As the primary season continues to heat up, so does the rhetoric on the most pressing issues facing our country, including immigration, national security, and our economy. One issue in particular has gone from a secondary to a headline issue in recent years: climate change, raising new issues about energy development in our country.
While soundbites about climate change work on the campaign trail, we must have a real conversation about the state of the American energy industry and future opportunities for growth.
President Obama has ushered in a new era of environmental stewardship, making our country’s fight against climate change a top-tier domestic and international issue. From the Clean Power Plan to Paris’ Climate Deal, great strides have been made in an effort to combat global warming thanks to the leadership of this Administration.
Very few would disagree that climate change, clean energy, and renewable energy certainly deserve increased investments and opportunities for success. But our elected officials need to recognize the growth opportunities that the existing energy industry can offer all Americans, particularly as the industry continues to evolve with new technologies and in response to changing economic conditions. Resorting to broad generalizations about the energy industry makes little economic sense, and our politicians should be talking more about the job opportunities provided by the energy sector; both historically and looking towards the future, not simply reciting surface-level soundbites.
The energy industry in this country has witnessed a rebirth in recent years. Research from the U.S. Energy Information Administration found that in recent years, jobs in the energy industry increased by more than 40 percent, a staggering account of economic success in a largely stagnant economy. As the United States continues to pursue new opportunities in clean and renewable energies, it is critical that we recognize the strength of the traditional energy sector in creating job opportunities for all Americans, and in particular, for minorities.
The energy industry is not just important to our overall communities, but also specifically for minority communities across the country. In 2014, a report found that if energy development continued, African-American and Hispanic workers would be predicted to hold more than 285,000 new jobs in the industry by 2030.

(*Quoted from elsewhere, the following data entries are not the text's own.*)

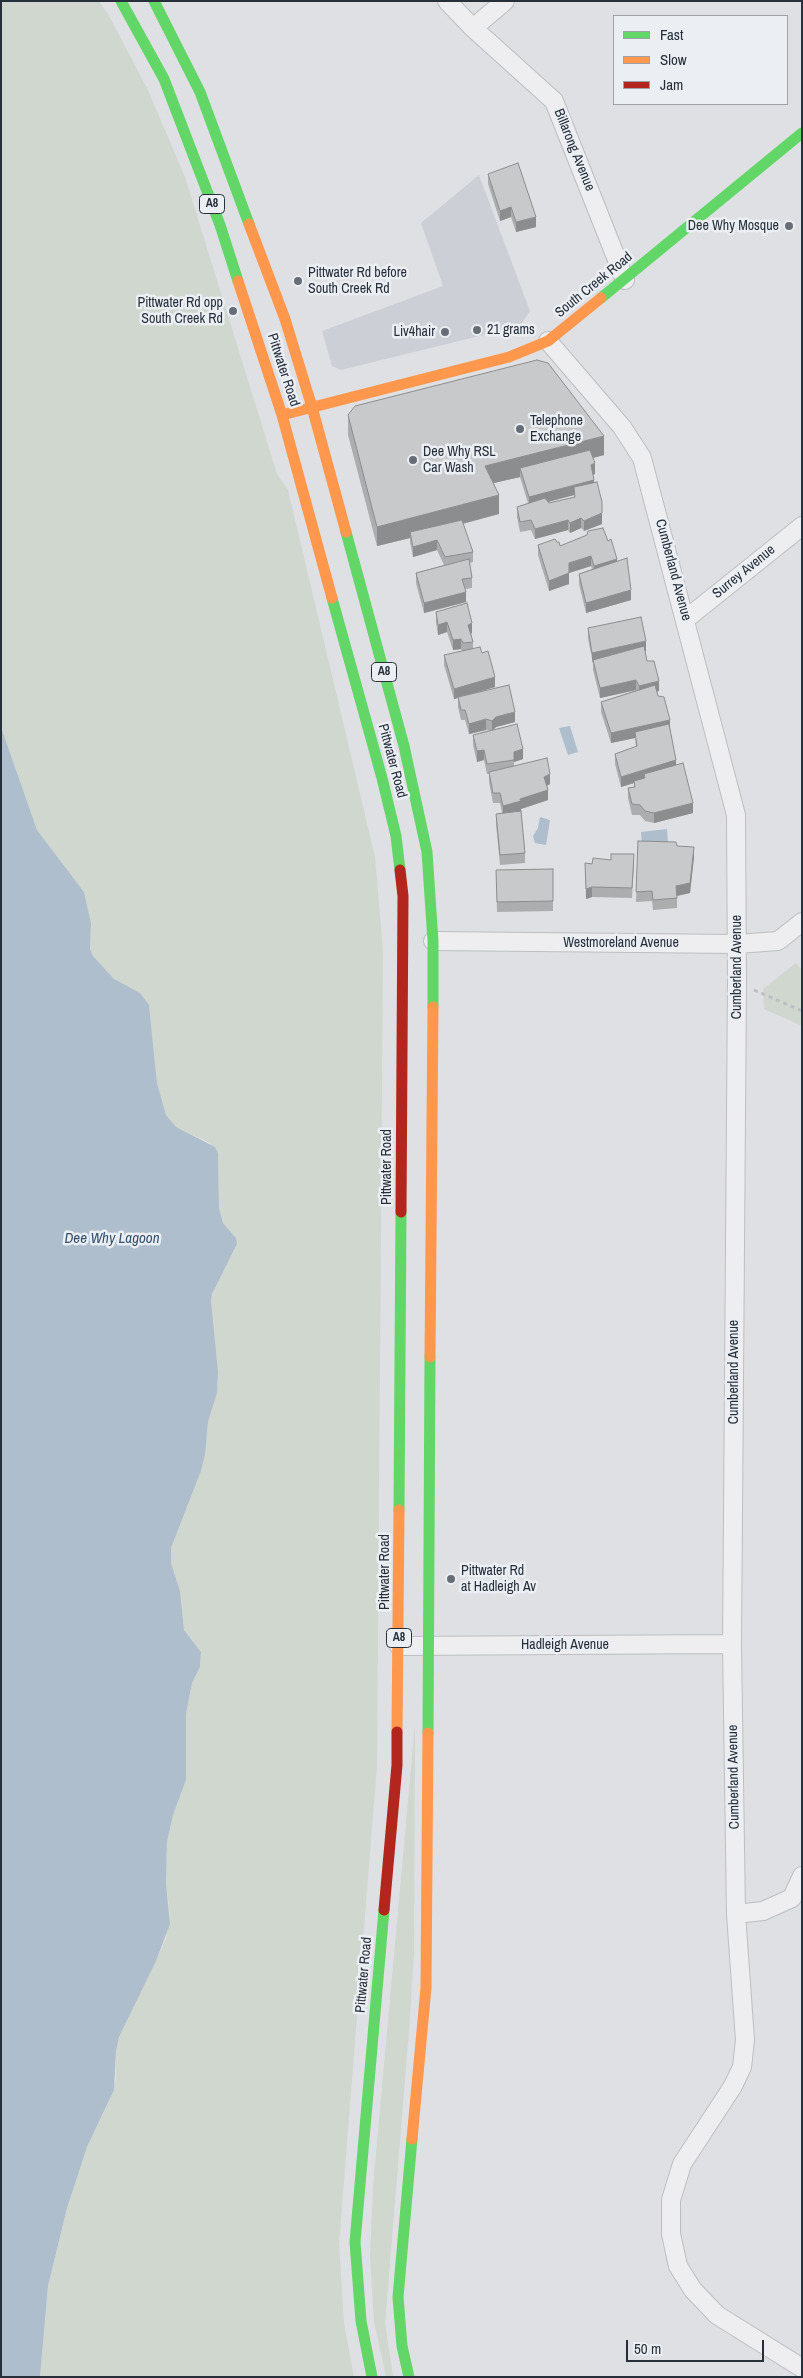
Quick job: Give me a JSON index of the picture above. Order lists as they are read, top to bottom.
{
  "streets": {
    "main road": ["A8", "South Creek Road", "Pittwater Road"],
    "street": [
      "Billarong Avenue",
      "Cumberland Avenue",
      "Surrey Avenue",
      "Westmoreland Avenue",
      "Hadleigh Avenue"
    ]
  },
  "crossings": [
    ["Billarong Avenue", "South Creek Road"],
    ["South Creek Road", "Pittwater Road"],
    ["South Creek Road", "Cumberland Avenue"],
    ["Pittwater Road", "Westmoreland Avenue"],
    ["Pittwater Road", "Hadleigh Avenue"],
    ["Cumberland Avenue", "Surrey Avenue"],
    ["Cumberland Avenue", "Westmoreland Avenue"],
    ["Cumberland Avenue", "Hadleigh Avenue"]
  ],
  "water": ["Dee Why Lagoon"],
  "places": [
    "Dee Why Mosque",
    "Pittwater Rd before South Creek Rd",
    "Pittwater Rd opp South Creek Rd",
    "21 grams",
    "Liv4hair",
    "Telephone Exchange",
    "Dee Why RSL Car Wash",
    "Pittwater Rd at Hadleigh Av"
  ],
  "legend": ["Fast", "Slow", "Jam"],
  "scale_bar": "50 m"
}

Despite a recent decrease to the lowest ratein 7 years, the unemployment rate for black Americans is still close to twice the white unemployment rate. There is clear room for improvement, and the energy industry offers jobs across a vast spectrum of skilled, semi-skilled, and managerial positions – providing opportunities to individuals who work on oil rigs, welders, accountants, and geologists across the board.
Unfortunately, a small number of groups are trying to undermine the energy industry all together, a tactic that would undermine the U.S. economy, while not making strides to combat global warming. In fact, ExxonMobil holds hundreds of new patents on cutting edge technologies that will help solve the climate problems. By isolating the energy industry, we will come no closer to solving this serious problem and would impair our economy in the interim.
As Americans, we should be running towards economic opportunity at every chance, particularly if we wish to remain competitive on the world stage. Blindly turning away from an industry that has been central to recent American economic growth would be a dangerous and misguided move.